With spring’s blossoms and flowers opening all around me, it stirred memories from my pa; the types of favorite flowers that were favorites of friends and relatives. I know that I have mentioned in other posts about my grandmother Rebecca Rugg Miner’s favorite flower, always saying that a pansy reminded her of little boys with dirty faces. Every year a Jewish huckster would give Gram a free flat of pansies, because she would by the overripe fruit and vegetables late Friday afternoon that would spoil over the weekend. He’d sell at cost and she’d cook them up for her family or can them to eat later.

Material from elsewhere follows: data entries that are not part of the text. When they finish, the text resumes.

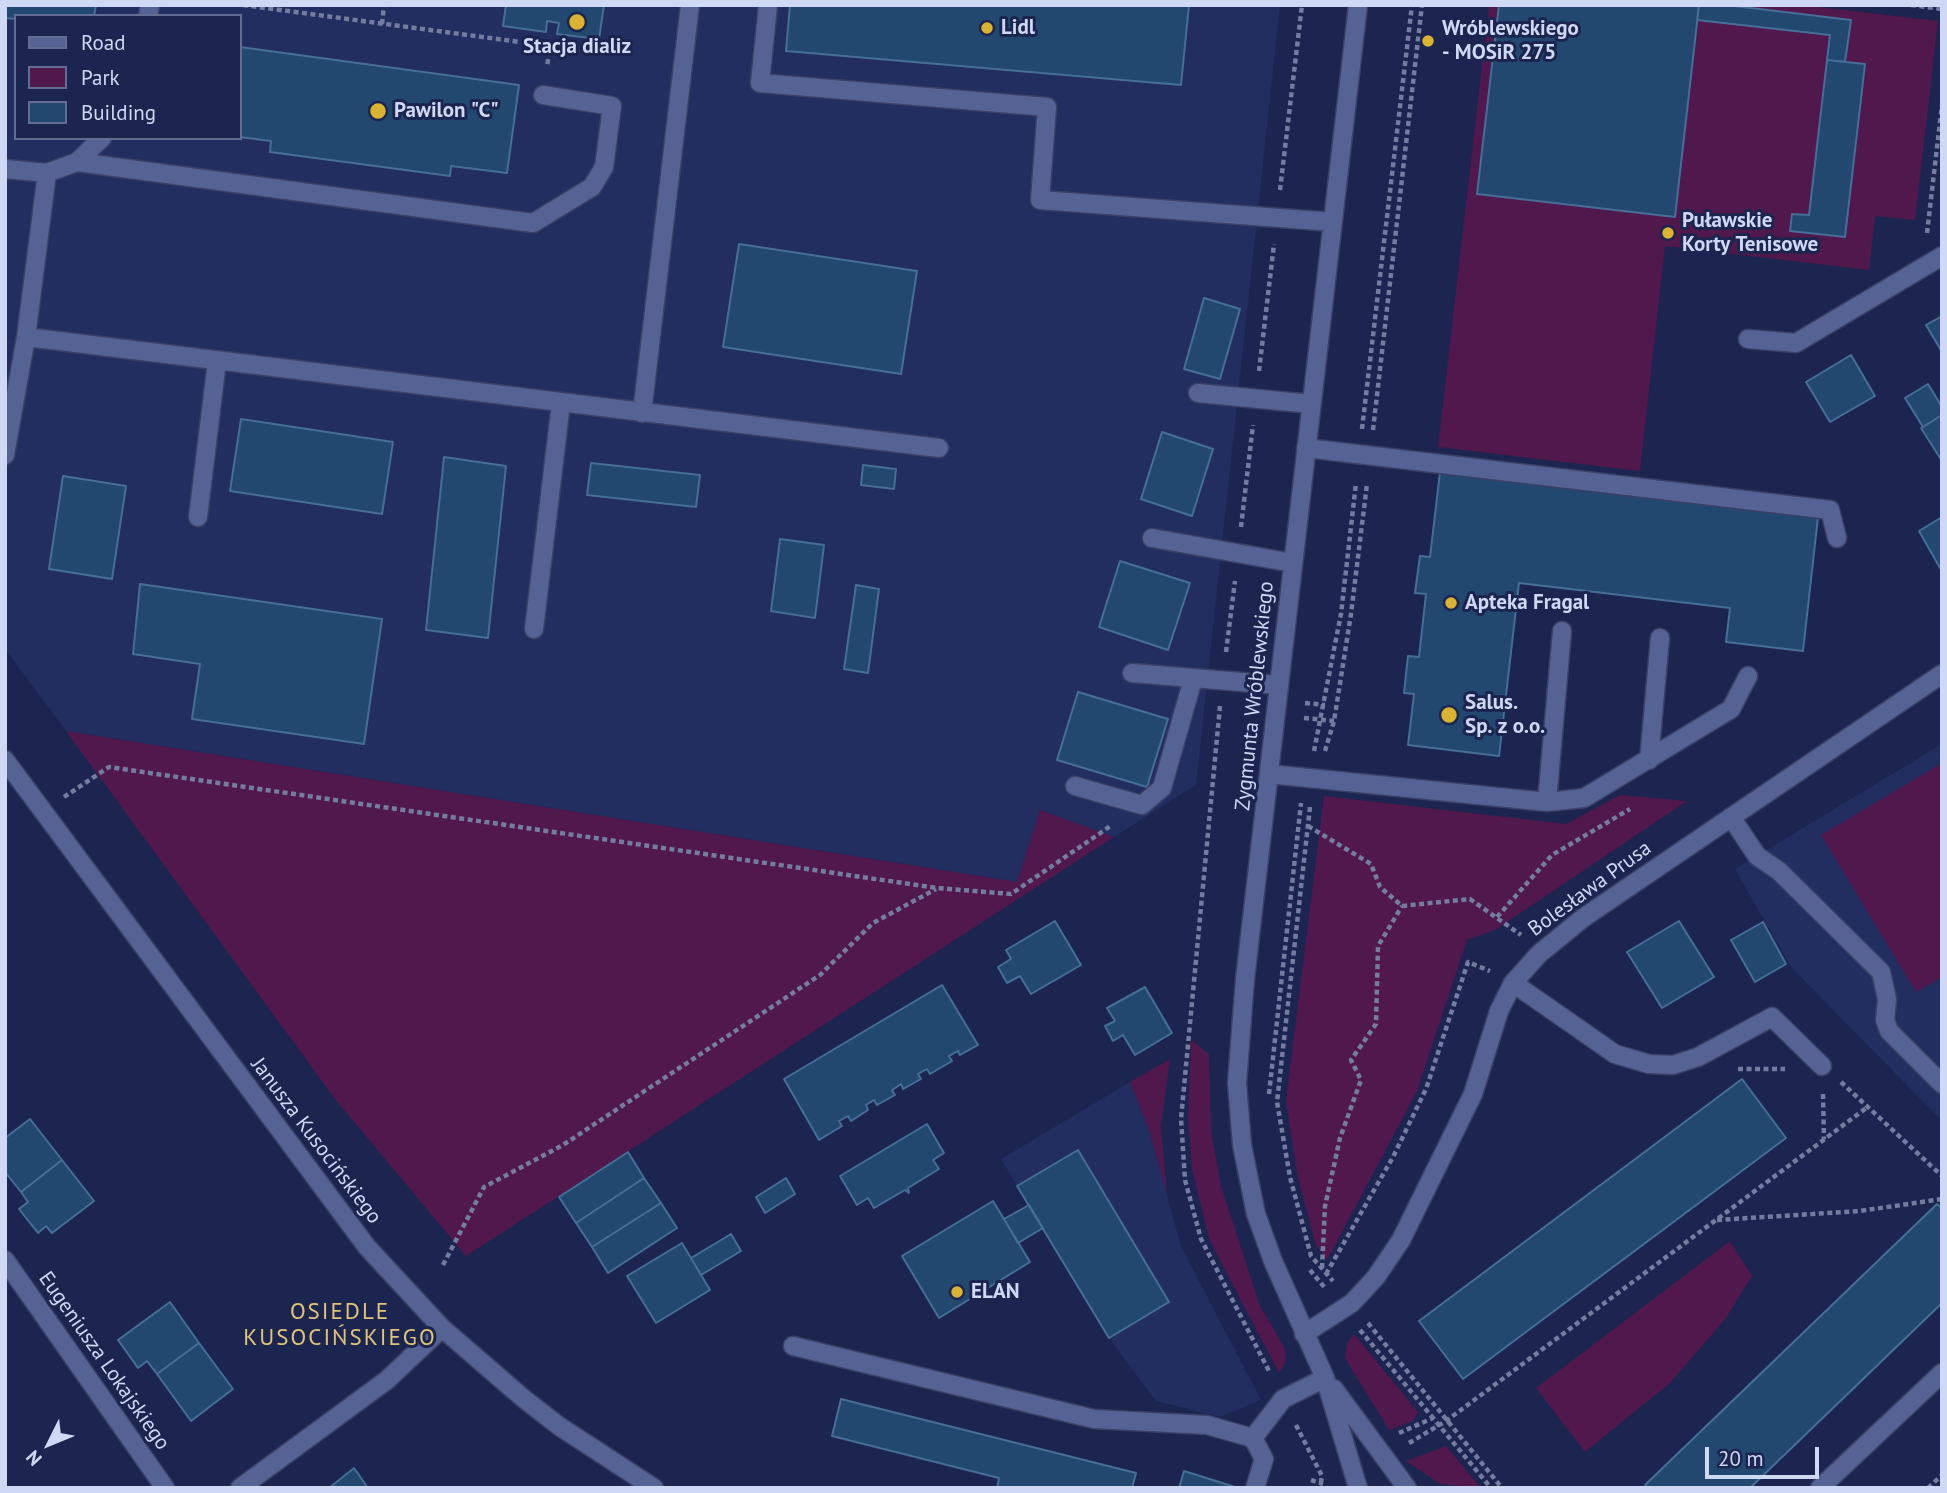 <!DOCTYPE html>
<html>
<head>
<meta charset="utf-8">
<style>
  body { margin:0 }
  #map { position:relative; width:1947px; height:1493px; overflow:hidden; background:#1b254f; font-family:"PT Sans",sans-serif }
  canvas { display:block }
  .frame { position:absolute; inset:0; border:7px solid #cfd8f4; pointer-events:none }
  .legend { position:absolute; left:14px; top:14px; width:228px; height:126px; box-sizing:border-box; background:#1b254f; border:2px solid #636d91; margin:0; padding:9px 12px; list-style:none; font-size:21px; color:#cfd8f4 }
  .legend li { display:flex; align-items:center; gap:14px; height:35px }
  .legend b { width:35px; border:2px solid #636d91 }
  .north { position:absolute; left:14px; top:1409px; width:70px; height:70px; -webkit-text-stroke:5px #1b254f; paint-order:stroke; rotate:227deg; font-size:19px; font-weight:700; line-height:28px; text-align:center; color:#cfd8f4 }
  .north::after { content:''; display:block; margin:auto; width:24px; height:32px; background:#cfd8f4; clip-path:polygon(50% 0,100% 100%,50% 72%,0 100%) }
  .scale { position:absolute; left:1705px; top:1447px; width:114px; height:32px; box-sizing:border-box; border:4px solid #cfd8f4; border-top:0; padding-left:9px; font-size:21px; line-height:24px; white-space:nowrap; color:#cfd8f4; -webkit-text-stroke:5px #1b254f; paint-order:stroke }
</style>
</head>
<body>
<div id="map">
<canvas width="1947" height="1493"></canvas>
<div class="frame"></div>
<ul class="legend">
<li><b style="height:9px;background:#556394"></b>Road</li>
<li><b style="height:19px;background:#51184d"></b>Park</li>
<li><b style="height:19px;background:#22486f"></b>Building</li>
</ul>
<div class="north">N</div>
<div class="scale">20 m</div>
</div>
<script>
const context = document.querySelector('canvas').getContext('2d');
context.lineJoin = 'round';
function fillPath(path, color) {
  context.fillStyle = color;
  context.fill(path, 'evenodd');
}
function shape(rows) {
  const path = new Path2D();
  for (const r of rows) {
    path.moveTo(r[0], r[1]);
    for (let i = 2; i < r.length; i += 2) path.lineTo(r[i], r[i + 1]);
  }
  return path;
}
function stroke(path, color, width, dash) {
  context.strokeStyle = color;
  context.lineWidth = width;
  context.lineCap = dash ? 'butt' : 'round';
  context.setLineDash(dash || []);
  context.stroke(path);
}
function label(font, color, halo, rows, align = 'center') {
  context.font = font + ' "PT Sans",sans-serif';
  context.lineWidth = 6;
  context.setLineDash([]);
  context.textBaseline = 'middle';
  context.strokeStyle = halo;
  context.fillStyle = color;
  for (const [text, x, y, turn = 0] of rows) {
    context.save();
    context.translate(x, y);
    context.rotate((+turn || 0) * Math.PI / 180);
    context.textAlign = isNaN(turn) ? turn : align;
    if (halo) context.strokeText(text, 0, 0);
    context.fillText(text, 0, 0);
    context.restore();
  }
}
fillPath(shape([
  [5,5,1280,5,1196,785,1114,837,1040,810,1017,882,66,731,5,649],
  [16,16,240,16,240,138,16,138],
  [1942,744,1942,1121,1791,967,1735,869],
  [1130,1082,1150,1133,1181,1246,1261,1400,1220,1417,1156,1401,1109,1338,1001,1159]
]), '#222e5f');
fillPath(shape([
  [1489,5,1801,5,1938,21,1915,220,1875,216,1869,270,1665,246,1640,471,1438,447],
  [66,731,1017,882,1040,810,1114,837,466,1256,335,1099],
  [1942,763,1942,977,1916,992,1821,835],
  [1620,795,1687,801,1495,930,1467,940,1417,1091,1327,1260,1316,1245,1298,1178,1286,1101,1324,796,1566,824],
  [1191,1040,1209,1054,1211,1130,1221,1186,1260,1306,1285,1349,1286,1361,1279,1373,1209,1239,1192,1168,1188,1117],
  [1170,1059,1161,1127,1167,1195,1150,1133,1130,1082],
  [1730,1241,1752,1276,1726,1318,1670,1383,1585,1452,1536,1388],
  [1354,1334,1418,1412,1413,1421,1389,1430,1345,1358,1347,1343],
  [1446,1446,1481,1488,1440,1484,1406,1461]
]), '#51184d');
const building = shape([
  [5,5,96,5,94,16,16,16,16,19,5,18,5,5],
  [506,5,604,5,599,39,557,34,559,23,547,21,546,32,503,26,506,5],
  [790,5,1189,5,1181,85,786,51,790,5],
  [1499,5,1699,5,1675,217,1477,194,1499,5],
  [1699,5,1726,5,1851,20,1845,62,1827,60,1830,35,1697,20,1699,5],
  [240,47,519,85,507,173,451,166,450,176,270,152,271,141,240,137,240,47],
  [1827,60,1865,64,1845,237,1790,231,1792,214,1809,215,1827,60],
  [739,244,917,271,901,374,723,347,739,244],
  [1204,298,1240,309,1220,379,1184,369,1204,298],
  [1942,316,1942,352,1926,325,1942,316],
  [1851,355,1875,396,1830,422,1806,382,1851,355],
  [1928,384,1942,407,1942,415,1923,427,1905,398,1928,384],
  [1942,415,1942,461,1921,428,1942,415],
  [241,419,393,442,382,514,230,491,241,419],
  [1162,432,1213,449,1192,516,1141,499,1162,432],
  [444,457,506,466,488,638,426,630,444,457],
  [591,463,700,475,696,507,587,495,591,463],
  [863,465,896,469,894,489,861,485,863,465],
  [1440,472,1818,517,1803,651,1726,642,1730,608,1519,583,1499,756,1408,745,1414,694,1404,693,1408,656,1419,657,1426,594,1415,593,1420,556,1430,557,1440,472],
  [63,476,126,486,112,579,49,569,63,476],
  [1942,517,1942,567,1940,568,1919,531,1942,517],
  [780,539,824,545,815,618,771,611,780,539],
  [1120,561,1190,583,1168,650,1099,627,1120,561],
  [140,584,382,619,364,744,192,719,200,664,133,654,140,584],
  [856,585,879,589,868,673,844,669,856,585],
  [1078,692,1168,719,1147,787,1057,760,1078,692],
  [1055,921,1081,965,1031,994,1020,976,1007,983,998,967,1011,959,1006,950,1055,921],
  [1679,921,1714,977,1662,1008,1627,952,1679,921],
  [1763,922,1786,964,1755,982,1731,940,1763,922],
  [942,985,978,1045,960,1055,958,1051,949,1056,952,1061,930,1074,927,1069,918,1074,921,1079,903,1089,901,1084,892,1090,895,1095,877,1105,874,1100,866,1105,868,1110,851,1121,848,1116,839,1121,842,1126,819,1140,784,1079,942,985],
  [1145,987,1172,1033,1135,1055,1123,1035,1113,1041,1105,1026,1115,1021,1107,1008,1145,987],
  [1742,1079,1786,1138,1463,1379,1419,1321,1742,1079],
  [30,1119,62,1160,21,1192,5,1172,5,1138,30,1119],
  [927,1124,944,1153,933,1160,939,1169,908,1188,909,1193,905,1190,874,1208,868,1198,857,1205,840,1176,927,1124],
  [1078,1150,1169,1302,1109,1338,1017,1186,1078,1150],
  [628,1152,644,1178,576,1223,559,1197,628,1152],
  [62,1160,94,1201,52,1233,46,1226,38,1233,19,1209,28,1202,21,1192,62,1160],
  [644,1178,661,1203,592,1247,576,1223,644,1178],
  [786,1178,795,1194,765,1213,756,1197,786,1178],
  [993,1201,1030,1262,939,1318,902,1256,993,1201],
  [661,1203,677,1228,608,1273,592,1247,661,1203],
  [1937,1204,1942,1208,1942,1303,1750,1488,1648,1488,1645,1485,1937,1204],
  [1029,1205,1043,1228,1018,1243,1004,1219,1029,1205],
  [731,1234,741,1251,701,1275,691,1258,731,1234],
  [682,1243,710,1290,656,1323,627,1276,682,1243],
  [170,1302,199,1343,157,1374,147,1361,138,1368,118,1340,170,1302],
  [199,1343,233,1389,191,1421,157,1374,199,1343],
  [841,1399,1136,1473,1132,1488,997,1488,999,1478,832,1436,841,1399],
  [354,1468,368,1488,329,1488,354,1468],
  [1184,1471,1235,1487,1235,1488,1179,1488,1184,1471]
]);
fillPath(building, '#22486f');
stroke(building, '#466e97', 2);
const minor = shape([
  [768,5,760,83,1047,107,1040,200,1333,222],
  [1358,5,1245,979,1237,1083,1242,1145,1256,1214,1273,1261,1325,1378,1358,1488],
  [148,16,150,5],
  [77,162,533,223,592,187,604,167,612,106,543,95],
  [5,169,47,173,77,162,102,138],
  [47,173,26,337,939,448],
  [1748,339,1796,343,1942,256],
  [1198,393,1311,404],
  [642,413,690,5],
  [1306,448,1830,510,1837,538],
  [5,455,26,337],
  [198,517,217,361],
  [1152,538,1293,563],
  [534,629,561,403],
  [1132,673,1278,685],
  [5,760,367,1247,442,1328,523,1398,559,1426,654,1488],
  [1649,760,1660,638],
  [1269,774,1547,802,1562,631],
  [1075,786,1142,805,1162,788,1193,679],
  [1547,802,1584,798,1731,709,1748,676],
  [1731,817,1757,856,1779,871,1881,972,1887,999,1885,1020,1889,1031,1942,1084],
  [1513,983,1615,1054,1649,1064,1673,1065,1698,1057,1772,1017,1822,1066],
  [5,1260,165,1488],
  [1304,1334,1352,1303,1376,1277,1401,1240,1473,1094,1499,1011,1513,983,1539,954,1583,918,1942,674],
  [793,1346,1094,1419,1207,1425,1253,1438],
  [1334,1389,1407,1488],
  [240,1488,387,1380,442,1328],
  [1255,1488,1264,1459,1253,1438,1283,1399,1325,1378],
  [1820,1488,1942,1373]
]);
stroke(minor, '#3b4066', 21);
stroke(shape([
  [243,5,550,46,547,67],
  [1911,5,1942,9],
  [382,24,384,5],
  [1280,190,1302,5],
  [1927,233,1942,105],
  [1259,371,1274,244],
  [1362,429,1412,5],
  [1373,430,1422,5],
  [1241,527,1253,425],
  [1226,652,1235,581],
  [1305,703,1325,705],
  [1220,706,1181,1119,1185,1180,1201,1239,1270,1373],
  [1304,718,1334,721],
  [1314,751,1341,614,1356,483],
  [1325,751,1334,721,1351,614,1367,484],
  [64,797,109,767,937,888,1011,894,1112,825],
  [1310,807,1277,1102,1290,1177,1311,1256,1333,1281],
  [1308,826,1371,864,1380,887,1402,906,1470,899,1521,935],
  [1497,917,1552,855,1630,809],
  [1738,1069,1785,1069],
  [1841,1082,1942,1176],
  [1269,1094,1301,803],
  [1823,1094,1824,1139],
  [1717,1220,1860,1211,1942,1199],
  [443,1265,484,1187,563,1145,820,975,873,923,936,889],
  [1322,1268,1325,1206,1340,1138,1361,1080,1351,1060,1376,1024,1378,946,1402,906],
  [1310,1270,1325,1288],
  [1326,1274,1393,1157,1426,1089,1468,962,1490,971],
  [1368,1323,1502,1488],
  [1360,1330,1433,1418],
  [1296,1425,1322,1476,1320,1488],
  [1399,1433,1433,1418,1491,1488],
  [1409,1443,1446,1421,1869,1106],
  [1311,1480,1323,1484],
  [1928,1488,1942,1475]
]), '#747da0', 4.5, [5, 3.5]);
stroke(minor, '#556394', 18);
for (const [x, y, r, color] of [
  [577,22,9,"#dab333"],
  [987,28,7,"#dab333"],
  [1428,41,7,"#dab333"],
  [378,111,9,"#dab333"],
  [1668,233,7,"#dab333"],
  [1451,603,7,"#dab333"],
  [1449,715,9,"#dab333"],
  [957,1292,7,"#dab333"]
]) {
  const dot = new Path2D();
  dot.arc(x, y, r, 0, 2 * Math.PI);
  context.fillStyle = color;
  context.fill(dot);
  stroke(dot, '#1b254f', 2.5);
}
label('bold 21px', '#cfd8f4', '#1b254f', [
  ["Lidl",1001,28],
  ["Wróblewskiego",1442,29],
  ["- MOSiR 275",1442,53],
  ["Stacja dializ",577,47,"center"],
  ["Pawilon \"C\"",394,111],
  ["Puławskie",1682,221],
  ["Korty Tenisowe",1682,245],
  ["Apteka Fragal",1465,603],
  ["Salus.",1465,703],
  ["Sp. z o.o.",1465,727],
  ["ELAN",971,1292]
], 'left');
label('21px', '#cfd8f4', '#1b254f', [
  ["Zygmunta Wróblewskiego",1255,696,-84],
  ["Bolesława Prusa",1590,889,-36],
  ["Janusza Kusocińskiego",316,1141,53],
  ["Eugeniusza Lokajskiego",104,1361,55]
]);
context.letterSpacing = '2px';
label('23px', '#e0c579', '#1b254f', [
  ["OSIEDLE",340,1312],
  ["KUSOCIŃSKIEGO",340,1338]
]);
context.letterSpacing = '0px';
</script>
</body>
</html>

She also had her porch boxes filled with geraniums, mostly red and white. When the winter came, she’d take snippets and plant them in dirt filled soup cans. They’d line her bathroom windows all winter long, then replant them in the porch boxes come spring. I can remember their spicy, smell when I would rub a leaf.

A friend and fellow writer loves lilacs. Any color from the palest lavender to the deepest purple, as long as they are fragrant. Because she lives in an apartment, she can’t plant her own, so she cheats and plants a clematis vine. The color is right, but the aroma is missing.

My mom Sybil Miner Beck’s favorite flowers were the small blue forget-me-nots and roses. She didn’t grow the forget-me-nots, but would plant a rose cutting in the ground and cover it with a mason jar. Most often it was a pickle jar. Mason jars were kept for canning. The rose stem would take root and she would grow a new bush.

Two flowers that my wife Cindy Morrison Beck loved were daisies and a plant that looked like a yellow thistle. I can’t recall its name, but when I did research, it was a plant that grew wild in Turkey. There were two reasons Cindy likes this thistle-like plant. Number one, she rescued it. The plant was nearly when she bought it and nursed it back to life. The second reason was that her lineage was Scottish. The Morrison clan was from the Isle of Lewis in northwestern Scotland and this plant looked like a thistle without the “jaggers.” Scotland’s national flower is the thistle.

Cindy’s love for daisies was a blessing. Once they started to bloom, I would pick them from the field from behind our home as well as whatever else was blooming, and fill a vase. It made her day when she’d come home and find a vase of daisies. The blessing for me was that they were free and it took such a small gesture to make her happy. When she passed, we surrounded her with daisies and baby’s breath.